Exploring the Hidden Capacity of LLMs for One-Step Text Generation
Gleb Mezentsev, Ivan Oseledets
TL;DR
This work reveals that frozen LLMs can perform multi-token generation in a single forward pass when conditioned on two trainable proto-tokens, one of which can be shared across texts. By formalizing an exact scheme, defining robust metrics, and analyzing the geometry of the solution space with Bezier curves, the authors show that two-token conditioning enables reconstruction of hundreds of tokens, with performance highly dependent on input arrangement and model family. The findings demonstrate locality in proto-token embeddings and suggest the feasibility of learning an encoder that maps texts into this space, potentially enabling fast, non-autoregressive generation using off-the-shelf LLMs. The results also quantify a substantial throughput advantage over autoregressive decoding, motivating future work on encoder-based applications, chunk-wise generation, and learned compression in LLM systems.
Abstract
A recent study showed that large language models (LLMs) can reconstruct surprisingly long texts - up to thousands of tokens - via autoregressive generation from just one trained input embedding. In this work, we explore whether autoregressive decoding is essential for such reconstruction. We show that frozen LLMs can generate hundreds of accurate tokens in just one token-parallel forward pass, when provided with only two learned embeddings.
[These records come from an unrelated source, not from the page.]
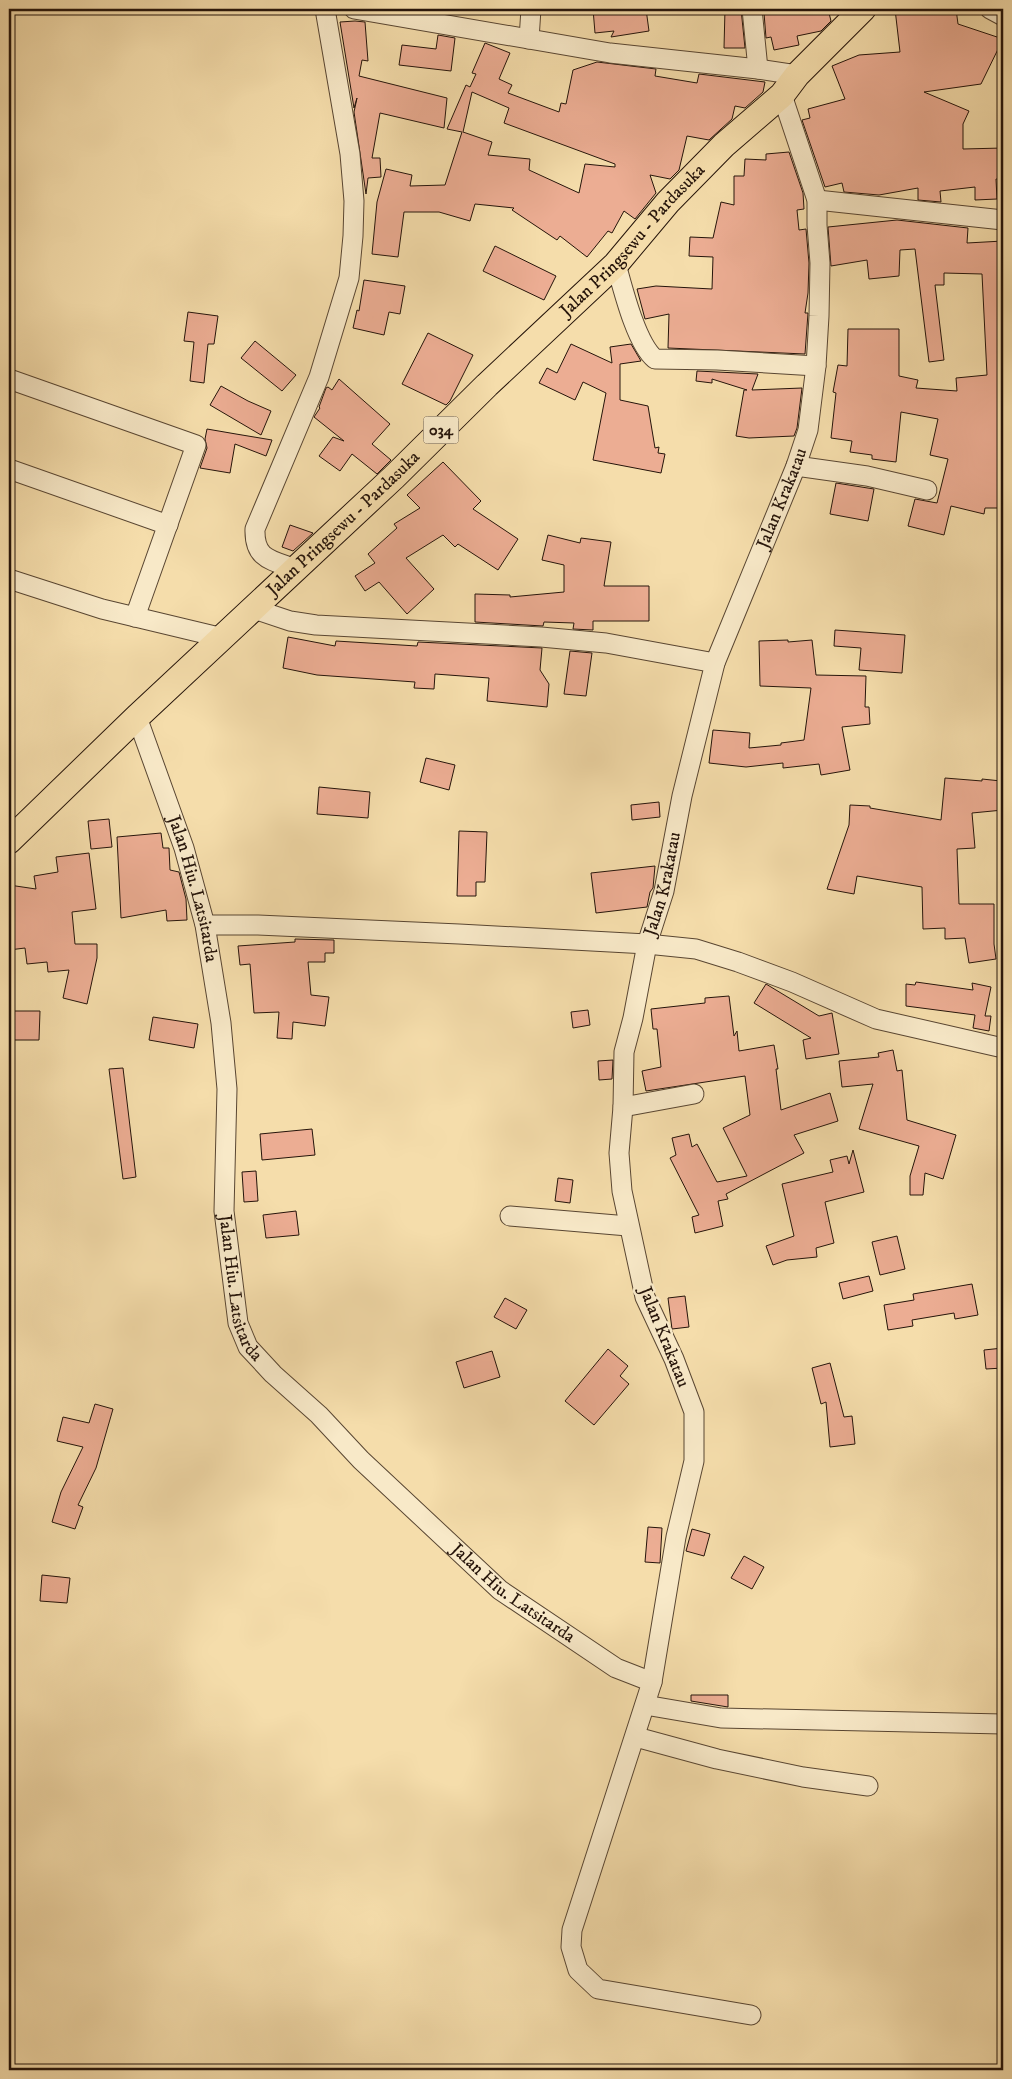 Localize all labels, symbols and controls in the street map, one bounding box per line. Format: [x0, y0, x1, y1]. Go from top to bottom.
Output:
street label: Jalan Pringsewu - Pardasuka [554, 159, 710, 323]
road number: 034 [424, 416, 458, 444]
street label: Jalan Krakatau [751, 445, 812, 554]
street label: Jalan Pringsewu - Pardasuka [261, 446, 425, 602]
street label: Jalan Hiu. Latsitarda [162, 811, 222, 964]
street label: Jalan Krakatau [639, 830, 686, 941]
street label: Jalan Hiu. Latsitarda [213, 1212, 267, 1367]
street label: Jalan Krakatau [633, 1282, 694, 1391]
street label: Jalan Hiu. Latsitarda [445, 1537, 579, 1648]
This reveals a surprising and underexplored multi-token generation capability of autoregressive LLMs. We examine these embeddings and characterize the information they encode. We also empirically show that, although these representations are not unique for a given text, they form connected and local regions in embedding space - suggesting the potential to train a practical encoder. The existence of such representations hints that multi-token generation may be natively accessible in off-the-shelf LLMs via a learned input encoder, eliminating heavy retraining and helping to overcome the fundamental bottleneck of autoregressive decoding while reusing already-trained models.